— Зачем? — Она распахнула на него глаза, оробев вдруг. — Вы меня испытываете?
Он кивнул.
— Для роли?
Он кивнул.
И голосом певучим, не хриплым она памятно проговорила:
— Ребята, давайте посидим, я устала!..
Все, больше ничего она не сумела сказать. Пресекся голос, в нем вздрогнула ее нынешняя хрипловатая нота.
— Напрасно, Зоя, напрасно вы ушли из воспитательниц, — сказал Володя. — Напрасно дали себя уговорить.
— Я и сама думаю… Но Пал Палыч наговорил мне тогда, наобещал…
— Ах, так это он? Разве ему можно верить?
— Я вот поверила…
— Возвращайтесь, Зоя, назад.
— Вы так думаете? — спросила она.
— Да, именно так.
Она поднялась.
— Очень важно найти свое место в жизни, — сказал Володя как бы про себя.
Зоя кивнула, улыбнулась ему, протянула руку. И пошла по ковру к двери, осторожно, ступая по узкой ковровой полосе, как по тропинке, той узкой и скользкой тропинке, сбившись с которой можно угодить в грязь.
Все зеркала, какие были в этом номере, сразу отразили Зою, со всех сторон принялись всматриваться в каждый ее шаг. Казалось, зеркала сочувствуют ей и боятся за нее.
МЕМУАРЫ
СЕРГЕЙ ФЕДОРОВИЧ Поранин готовился к этому дню не без трепета. Но верно ли будет назвать день выхода человека на пенсию — всего лишь именно днем, некоей точно обозначенной датой? Не так все просто. Приказ об уходе на пенсию действительно помечен конкретной датой, но сколько их было, этих дней — до, и сколько их еще будет, — после, прежде чем все в тебе уляжется, утрясется, обретет ритм будничной жизни, и ты сам для себя обретешь этот день. Жить-то дальше ведь надобно. Жить без привычной работы, без привычных людей вокруг, без привычных привычек во всякой малости. Жить еще надобно. И даже, может быть, не так уж и серо, по нисходящей. В том-то и дело, чтобы не по нисходящей покатились дальше твои деньки. Потому-то и страх берет, потому-то и нужна исподволь подготовка. До решения, в час решения и после, уже потом, уже когда остынешь.

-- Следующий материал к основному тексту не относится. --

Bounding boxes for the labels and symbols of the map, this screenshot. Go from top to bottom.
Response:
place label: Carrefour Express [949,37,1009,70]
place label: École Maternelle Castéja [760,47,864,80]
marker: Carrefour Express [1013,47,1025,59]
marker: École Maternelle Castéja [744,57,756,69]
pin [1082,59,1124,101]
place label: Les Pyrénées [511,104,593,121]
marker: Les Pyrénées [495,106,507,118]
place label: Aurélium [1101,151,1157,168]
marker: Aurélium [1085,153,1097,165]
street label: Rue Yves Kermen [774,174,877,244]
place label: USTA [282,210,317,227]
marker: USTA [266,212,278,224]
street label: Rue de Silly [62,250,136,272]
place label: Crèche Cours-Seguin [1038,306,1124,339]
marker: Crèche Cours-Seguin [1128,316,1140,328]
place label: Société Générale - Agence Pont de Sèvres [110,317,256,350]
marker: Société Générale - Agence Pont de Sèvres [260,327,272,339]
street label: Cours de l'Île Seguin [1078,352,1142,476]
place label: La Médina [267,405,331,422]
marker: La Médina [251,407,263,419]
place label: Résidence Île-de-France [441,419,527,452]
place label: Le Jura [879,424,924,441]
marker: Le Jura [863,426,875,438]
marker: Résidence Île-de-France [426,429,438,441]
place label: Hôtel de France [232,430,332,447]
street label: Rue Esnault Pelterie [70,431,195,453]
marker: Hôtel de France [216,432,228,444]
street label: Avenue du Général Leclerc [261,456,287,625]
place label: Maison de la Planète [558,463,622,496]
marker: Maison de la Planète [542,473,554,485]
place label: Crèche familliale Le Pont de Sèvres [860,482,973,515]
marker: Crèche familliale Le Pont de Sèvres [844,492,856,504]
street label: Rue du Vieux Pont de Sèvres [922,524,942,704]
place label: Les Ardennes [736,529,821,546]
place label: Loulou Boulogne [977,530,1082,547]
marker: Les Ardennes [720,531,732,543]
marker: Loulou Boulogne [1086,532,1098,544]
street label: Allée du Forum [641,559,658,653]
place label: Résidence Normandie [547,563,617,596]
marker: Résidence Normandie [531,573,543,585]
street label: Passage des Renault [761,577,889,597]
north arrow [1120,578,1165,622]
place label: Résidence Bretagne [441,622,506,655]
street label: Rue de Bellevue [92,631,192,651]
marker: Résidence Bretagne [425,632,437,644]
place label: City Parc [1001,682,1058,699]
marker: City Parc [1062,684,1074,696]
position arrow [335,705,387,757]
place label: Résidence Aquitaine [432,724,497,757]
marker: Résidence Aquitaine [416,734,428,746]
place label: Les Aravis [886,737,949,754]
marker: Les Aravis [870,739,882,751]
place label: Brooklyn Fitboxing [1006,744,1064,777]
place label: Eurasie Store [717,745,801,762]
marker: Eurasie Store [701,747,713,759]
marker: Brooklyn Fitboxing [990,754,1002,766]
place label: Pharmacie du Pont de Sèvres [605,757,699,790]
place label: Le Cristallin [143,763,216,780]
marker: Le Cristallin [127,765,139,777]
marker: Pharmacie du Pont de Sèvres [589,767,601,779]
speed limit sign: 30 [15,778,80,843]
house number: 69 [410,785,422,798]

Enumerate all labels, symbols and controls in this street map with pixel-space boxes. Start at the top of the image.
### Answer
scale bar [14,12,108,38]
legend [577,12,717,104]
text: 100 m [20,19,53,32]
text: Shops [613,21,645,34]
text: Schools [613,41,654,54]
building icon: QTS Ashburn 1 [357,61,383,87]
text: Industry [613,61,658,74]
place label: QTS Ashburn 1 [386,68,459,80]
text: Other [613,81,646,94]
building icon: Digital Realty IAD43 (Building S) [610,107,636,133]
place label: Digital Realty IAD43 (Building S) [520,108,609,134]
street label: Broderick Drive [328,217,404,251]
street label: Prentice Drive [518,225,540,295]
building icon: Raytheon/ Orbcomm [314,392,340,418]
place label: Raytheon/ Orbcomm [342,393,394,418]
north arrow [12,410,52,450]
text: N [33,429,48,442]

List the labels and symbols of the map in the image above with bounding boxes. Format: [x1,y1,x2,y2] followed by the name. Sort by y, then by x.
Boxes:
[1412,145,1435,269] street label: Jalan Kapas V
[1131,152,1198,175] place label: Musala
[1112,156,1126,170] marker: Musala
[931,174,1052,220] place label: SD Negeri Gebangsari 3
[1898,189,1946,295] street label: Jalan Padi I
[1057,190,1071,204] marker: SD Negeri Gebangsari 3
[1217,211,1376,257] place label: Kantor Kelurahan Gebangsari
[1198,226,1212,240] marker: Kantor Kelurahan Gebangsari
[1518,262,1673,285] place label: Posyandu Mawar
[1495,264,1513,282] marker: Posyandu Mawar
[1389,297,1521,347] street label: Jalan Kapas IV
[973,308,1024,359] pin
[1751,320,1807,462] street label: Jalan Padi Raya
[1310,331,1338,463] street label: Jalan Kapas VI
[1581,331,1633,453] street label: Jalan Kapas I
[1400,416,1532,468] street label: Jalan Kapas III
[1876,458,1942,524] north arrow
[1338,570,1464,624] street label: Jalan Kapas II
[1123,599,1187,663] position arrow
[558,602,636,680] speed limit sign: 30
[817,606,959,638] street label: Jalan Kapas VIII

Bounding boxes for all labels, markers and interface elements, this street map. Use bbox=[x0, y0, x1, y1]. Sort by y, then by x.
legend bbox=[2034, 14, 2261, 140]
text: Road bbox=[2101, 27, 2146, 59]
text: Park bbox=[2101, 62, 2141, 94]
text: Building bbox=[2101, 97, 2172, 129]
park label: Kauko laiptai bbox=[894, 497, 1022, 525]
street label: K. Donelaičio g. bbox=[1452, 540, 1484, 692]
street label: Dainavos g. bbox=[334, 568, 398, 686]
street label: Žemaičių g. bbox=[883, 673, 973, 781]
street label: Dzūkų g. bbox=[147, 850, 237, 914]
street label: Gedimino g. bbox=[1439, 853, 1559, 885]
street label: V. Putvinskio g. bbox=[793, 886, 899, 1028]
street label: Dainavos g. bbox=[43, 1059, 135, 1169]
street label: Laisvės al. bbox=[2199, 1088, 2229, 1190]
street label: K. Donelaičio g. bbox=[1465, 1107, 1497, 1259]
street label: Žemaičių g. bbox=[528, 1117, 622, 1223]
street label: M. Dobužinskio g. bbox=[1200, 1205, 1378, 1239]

Сергей Федорович долго готовился, чтобы не очень шибко удариться лбом о вдруг наступившую тишину, об этот отдых желанный, об этот барьер бездеятельности. И прежде всего он готовился к деятельности. В том-то и суть, что к деятельности. Это ему и внушало мужество перед шагом в небытие. Он знал, он верил, что по ту сторону черты у него будет дело. И дело не малое. Он готовил себя к писанию мемуаров. Не улыбайтесь. Да, конечно, нынче кто не пишет мемуаров. Просто повальное это бедствие стало — писание мемуаров. И те пишут, кому есть что вспомнить, чья жизнь не без интереса для других, но и те пишут, кто жизнь прожил ничем не примечательно, а стало быть, непригодную для мемуаров. Вспоминать, так уж нечто значительное вспоминать. Не правда ли? А иначе кому интересно, что там с тобой бывало, о человек. Мемуары пишутся не для себя одного.
Сергей Федорович верил, что ему есть что вспомнить. И не для себя, а в поучение и наставление потомству. Он жизнь прожил не пустую, не серую. Он в это свято веровал. Впрочем, справедливости ради, а кто себе признается, что прожил жизнь зазря? Одно из тягчайших открытий — такое признание. Одно из тягчайших поражений всей жизни. Нет, Сергей Федорович, хоть и не был он каким-то там великим гражданином, но был все же заметным гражданином и жизнь свою желал и смел оглядеть. Мемуары… К ним-то и потянулся он всеми силами души, выйдя на пенсию. Это дело и было отныне его делом на земле.
И настал день…
У Сергея Федоровича была дачка, нажитая трудами праведными. Или еще так: заслуженная, а не выслуженная. Вот на этой дачке он и решил уединиться, погрузив себя в работу.
Осень уже началась. Его так просили подгадать с выходом на пенсию, чтобы мог он летом подменить кой-кого из своих ответственных коллег, отправлявшихся в отпуск. Он не возражал. В последние месяцы работы он не только подменял одного или другого из коллег в пору их отпуска, а он вообще так рванул, так по-молодому себя выказал, что его и отпускать не хотели, хотя все давным-давно было сговорено. Уходить надо было с честью, оставляя о себе добрую память. Уходить надо было победоносно. Так он и ушел. И на прощальном ужине все об этом и говорили в один голос. Спешишь, мол, Сергей Федорович. Мог бы, мог бы еще и потрудиться. Нужен ты нам еще. Запаримся мы без тебя.